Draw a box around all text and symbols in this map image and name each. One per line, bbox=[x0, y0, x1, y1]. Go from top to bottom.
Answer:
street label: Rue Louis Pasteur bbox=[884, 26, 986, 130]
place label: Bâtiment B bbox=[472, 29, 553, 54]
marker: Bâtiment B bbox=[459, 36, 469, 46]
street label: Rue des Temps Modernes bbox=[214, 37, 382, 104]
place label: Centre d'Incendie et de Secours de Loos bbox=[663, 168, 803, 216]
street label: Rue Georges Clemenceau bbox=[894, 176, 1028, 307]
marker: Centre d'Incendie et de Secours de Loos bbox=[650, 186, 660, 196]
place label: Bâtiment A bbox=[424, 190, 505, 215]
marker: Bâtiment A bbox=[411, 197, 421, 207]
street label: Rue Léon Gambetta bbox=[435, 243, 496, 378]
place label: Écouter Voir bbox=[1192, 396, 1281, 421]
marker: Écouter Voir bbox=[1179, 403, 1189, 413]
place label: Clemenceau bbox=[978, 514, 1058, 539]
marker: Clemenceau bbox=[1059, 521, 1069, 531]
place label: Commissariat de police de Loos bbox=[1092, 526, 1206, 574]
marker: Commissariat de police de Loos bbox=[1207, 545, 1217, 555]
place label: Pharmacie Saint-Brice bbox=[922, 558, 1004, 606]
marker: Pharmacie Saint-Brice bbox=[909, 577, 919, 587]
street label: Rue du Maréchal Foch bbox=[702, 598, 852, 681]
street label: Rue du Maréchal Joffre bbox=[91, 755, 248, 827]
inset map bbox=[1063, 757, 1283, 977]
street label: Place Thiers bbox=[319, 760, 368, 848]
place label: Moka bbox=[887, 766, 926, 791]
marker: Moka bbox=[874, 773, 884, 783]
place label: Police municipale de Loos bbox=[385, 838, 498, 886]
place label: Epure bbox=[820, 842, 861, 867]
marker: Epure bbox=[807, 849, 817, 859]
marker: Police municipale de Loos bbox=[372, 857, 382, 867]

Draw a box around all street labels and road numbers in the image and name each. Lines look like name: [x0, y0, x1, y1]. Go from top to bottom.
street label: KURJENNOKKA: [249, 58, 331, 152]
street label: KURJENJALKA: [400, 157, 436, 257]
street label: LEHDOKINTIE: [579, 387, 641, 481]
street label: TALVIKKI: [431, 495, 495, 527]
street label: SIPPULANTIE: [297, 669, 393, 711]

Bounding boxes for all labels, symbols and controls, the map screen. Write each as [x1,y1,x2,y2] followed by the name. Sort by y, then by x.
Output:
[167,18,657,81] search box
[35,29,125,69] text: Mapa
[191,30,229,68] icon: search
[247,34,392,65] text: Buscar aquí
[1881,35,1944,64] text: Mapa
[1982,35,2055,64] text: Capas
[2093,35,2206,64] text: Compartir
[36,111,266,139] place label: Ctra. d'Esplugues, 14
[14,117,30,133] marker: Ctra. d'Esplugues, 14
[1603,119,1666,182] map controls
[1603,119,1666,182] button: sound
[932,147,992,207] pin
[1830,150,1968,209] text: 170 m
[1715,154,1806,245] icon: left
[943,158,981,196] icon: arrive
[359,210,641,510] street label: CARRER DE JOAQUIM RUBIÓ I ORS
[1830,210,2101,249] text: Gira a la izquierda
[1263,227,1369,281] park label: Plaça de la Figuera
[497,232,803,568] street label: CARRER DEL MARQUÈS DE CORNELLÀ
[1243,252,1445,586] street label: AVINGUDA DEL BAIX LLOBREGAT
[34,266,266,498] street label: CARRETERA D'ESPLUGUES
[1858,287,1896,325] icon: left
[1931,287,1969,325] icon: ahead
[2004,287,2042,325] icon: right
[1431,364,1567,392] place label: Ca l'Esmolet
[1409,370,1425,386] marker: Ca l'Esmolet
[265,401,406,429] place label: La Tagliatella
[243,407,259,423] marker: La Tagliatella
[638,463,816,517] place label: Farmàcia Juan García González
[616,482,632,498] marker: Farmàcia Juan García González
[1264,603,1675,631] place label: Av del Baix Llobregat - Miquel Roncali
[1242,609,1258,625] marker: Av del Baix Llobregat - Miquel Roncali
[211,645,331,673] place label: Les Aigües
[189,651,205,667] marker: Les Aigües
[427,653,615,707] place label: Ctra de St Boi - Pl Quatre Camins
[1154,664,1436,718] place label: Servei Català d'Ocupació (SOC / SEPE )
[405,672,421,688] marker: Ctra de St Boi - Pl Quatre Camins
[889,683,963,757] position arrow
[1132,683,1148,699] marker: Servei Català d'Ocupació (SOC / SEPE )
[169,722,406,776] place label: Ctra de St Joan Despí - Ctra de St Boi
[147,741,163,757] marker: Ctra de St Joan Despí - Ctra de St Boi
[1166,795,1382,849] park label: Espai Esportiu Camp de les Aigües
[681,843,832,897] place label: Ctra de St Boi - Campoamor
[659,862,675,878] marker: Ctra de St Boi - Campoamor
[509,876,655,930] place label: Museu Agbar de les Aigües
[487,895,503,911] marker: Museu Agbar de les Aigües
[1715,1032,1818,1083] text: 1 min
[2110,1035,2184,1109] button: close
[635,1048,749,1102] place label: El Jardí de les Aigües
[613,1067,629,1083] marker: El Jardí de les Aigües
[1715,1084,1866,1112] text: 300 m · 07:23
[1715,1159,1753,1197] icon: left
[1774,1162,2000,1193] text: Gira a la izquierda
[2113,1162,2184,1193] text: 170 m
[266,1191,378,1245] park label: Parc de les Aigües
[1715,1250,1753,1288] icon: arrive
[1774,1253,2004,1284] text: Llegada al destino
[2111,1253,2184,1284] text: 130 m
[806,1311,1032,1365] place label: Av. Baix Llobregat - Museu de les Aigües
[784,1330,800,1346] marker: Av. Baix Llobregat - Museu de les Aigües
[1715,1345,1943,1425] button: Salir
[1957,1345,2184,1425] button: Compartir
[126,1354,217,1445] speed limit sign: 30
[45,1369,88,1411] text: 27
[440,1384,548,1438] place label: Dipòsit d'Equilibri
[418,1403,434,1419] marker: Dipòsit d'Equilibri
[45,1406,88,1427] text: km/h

== REQUIRED ACTION ==
Working from the material above, reproduce it in full and unchanged.

== EXERCISE SOLUTION ==
Draw a box around all text and symbols in this map image and name each. One per line, bbox=[x0, y0, x1, y1]. Go from top to bottom.
Answer:
street label: Rue Louis Pasteur bbox=[884, 26, 986, 130]
place label: Bâtiment B bbox=[472, 29, 553, 54]
marker: Bâtiment B bbox=[459, 36, 469, 46]
street label: Rue des Temps Modernes bbox=[214, 37, 382, 104]
place label: Centre d'Incendie et de Secours de Loos bbox=[663, 168, 803, 216]
street label: Rue Georges Clemenceau bbox=[894, 176, 1028, 307]
marker: Centre d'Incendie et de Secours de Loos bbox=[650, 186, 660, 196]
place label: Bâtiment A bbox=[424, 190, 505, 215]
marker: Bâtiment A bbox=[411, 197, 421, 207]
street label: Rue Léon Gambetta bbox=[435, 243, 496, 378]
place label: Écouter Voir bbox=[1192, 396, 1281, 421]
marker: Écouter Voir bbox=[1179, 403, 1189, 413]
place label: Clemenceau bbox=[978, 514, 1058, 539]
marker: Clemenceau bbox=[1059, 521, 1069, 531]
place label: Commissariat de police de Loos bbox=[1092, 526, 1206, 574]
marker: Commissariat de police de Loos bbox=[1207, 545, 1217, 555]
place label: Pharmacie Saint-Brice bbox=[922, 558, 1004, 606]
marker: Pharmacie Saint-Brice bbox=[909, 577, 919, 587]
street label: Rue du Maréchal Foch bbox=[702, 598, 852, 681]
street label: Rue du Maréchal Joffre bbox=[91, 755, 248, 827]
inset map bbox=[1063, 757, 1283, 977]
street label: Place Thiers bbox=[319, 760, 368, 848]
place label: Moka bbox=[887, 766, 926, 791]
marker: Moka bbox=[874, 773, 884, 783]
place label: Police municipale de Loos bbox=[385, 838, 498, 886]
place label: Epure bbox=[820, 842, 861, 867]
marker: Epure bbox=[807, 849, 817, 859]
marker: Police municipale de Loos bbox=[372, 857, 382, 867]

Draw a box around all street labels and road numbers in the image and name each. Lines look like name: [x0, y0, x1, y1]. Go from top to bottom.
street label: KURJENNOKKA: [249, 58, 331, 152]
street label: KURJENJALKA: [400, 157, 436, 257]
street label: LEHDOKINTIE: [579, 387, 641, 481]
street label: TALVIKKI: [431, 495, 495, 527]
street label: SIPPULANTIE: [297, 669, 393, 711]

Bounding boxes for all labels, symbols and controls, the map screen. Write each as [x1,y1,x2,y2] followed by the name. Sort by y, then by x.
Output:
[167,18,657,81] search box
[35,29,125,69] text: Mapa
[191,30,229,68] icon: search
[247,34,392,65] text: Buscar aquí
[1881,35,1944,64] text: Mapa
[1982,35,2055,64] text: Capas
[2093,35,2206,64] text: Compartir
[36,111,266,139] place label: Ctra. d'Esplugues, 14
[14,117,30,133] marker: Ctra. d'Esplugues, 14
[1603,119,1666,182] map controls
[1603,119,1666,182] button: sound
[932,147,992,207] pin
[1830,150,1968,209] text: 170 m
[1715,154,1806,245] icon: left
[943,158,981,196] icon: arrive
[359,210,641,510] street label: CARRER DE JOAQUIM RUBIÓ I ORS
[1830,210,2101,249] text: Gira a la izquierda
[1263,227,1369,281] park label: Plaça de la Figuera
[497,232,803,568] street label: CARRER DEL MARQUÈS DE CORNELLÀ
[1243,252,1445,586] street label: AVINGUDA DEL BAIX LLOBREGAT
[34,266,266,498] street label: CARRETERA D'ESPLUGUES
[1858,287,1896,325] icon: left
[1931,287,1969,325] icon: ahead
[2004,287,2042,325] icon: right
[1431,364,1567,392] place label: Ca l'Esmolet
[1409,370,1425,386] marker: Ca l'Esmolet
[265,401,406,429] place label: La Tagliatella
[243,407,259,423] marker: La Tagliatella
[638,463,816,517] place label: Farmàcia Juan García González
[616,482,632,498] marker: Farmàcia Juan García González
[1264,603,1675,631] place label: Av del Baix Llobregat - Miquel Roncali
[1242,609,1258,625] marker: Av del Baix Llobregat - Miquel Roncali
[211,645,331,673] place label: Les Aigües
[189,651,205,667] marker: Les Aigües
[427,653,615,707] place label: Ctra de St Boi - Pl Quatre Camins
[1154,664,1436,718] place label: Servei Català d'Ocupació (SOC / SEPE )
[405,672,421,688] marker: Ctra de St Boi - Pl Quatre Camins
[889,683,963,757] position arrow
[1132,683,1148,699] marker: Servei Català d'Ocupació (SOC / SEPE )
[169,722,406,776] place label: Ctra de St Joan Despí - Ctra de St Boi
[147,741,163,757] marker: Ctra de St Joan Despí - Ctra de St Boi
[1166,795,1382,849] park label: Espai Esportiu Camp de les Aigües
[681,843,832,897] place label: Ctra de St Boi - Campoamor
[659,862,675,878] marker: Ctra de St Boi - Campoamor
[509,876,655,930] place label: Museu Agbar de les Aigües
[487,895,503,911] marker: Museu Agbar de les Aigües
[1715,1032,1818,1083] text: 1 min
[2110,1035,2184,1109] button: close
[635,1048,749,1102] place label: El Jardí de les Aigües
[613,1067,629,1083] marker: El Jardí de les Aigües
[1715,1084,1866,1112] text: 300 m · 07:23
[1715,1159,1753,1197] icon: left
[1774,1162,2000,1193] text: Gira a la izquierda
[2113,1162,2184,1193] text: 170 m
[266,1191,378,1245] park label: Parc de les Aigües
[1715,1250,1753,1288] icon: arrive
[1774,1253,2004,1284] text: Llegada al destino
[2111,1253,2184,1284] text: 130 m
[806,1311,1032,1365] place label: Av. Baix Llobregat - Museu de les Aigües
[784,1330,800,1346] marker: Av. Baix Llobregat - Museu de les Aigües
[1715,1345,1943,1425] button: Salir
[1957,1345,2184,1425] button: Compartir
[126,1354,217,1445] speed limit sign: 30
[45,1369,88,1411] text: 27
[440,1384,548,1438] place label: Dipòsit d'Equilibri
[418,1403,434,1419] marker: Dipòsit d'Equilibri
[45,1406,88,1427] text: km/h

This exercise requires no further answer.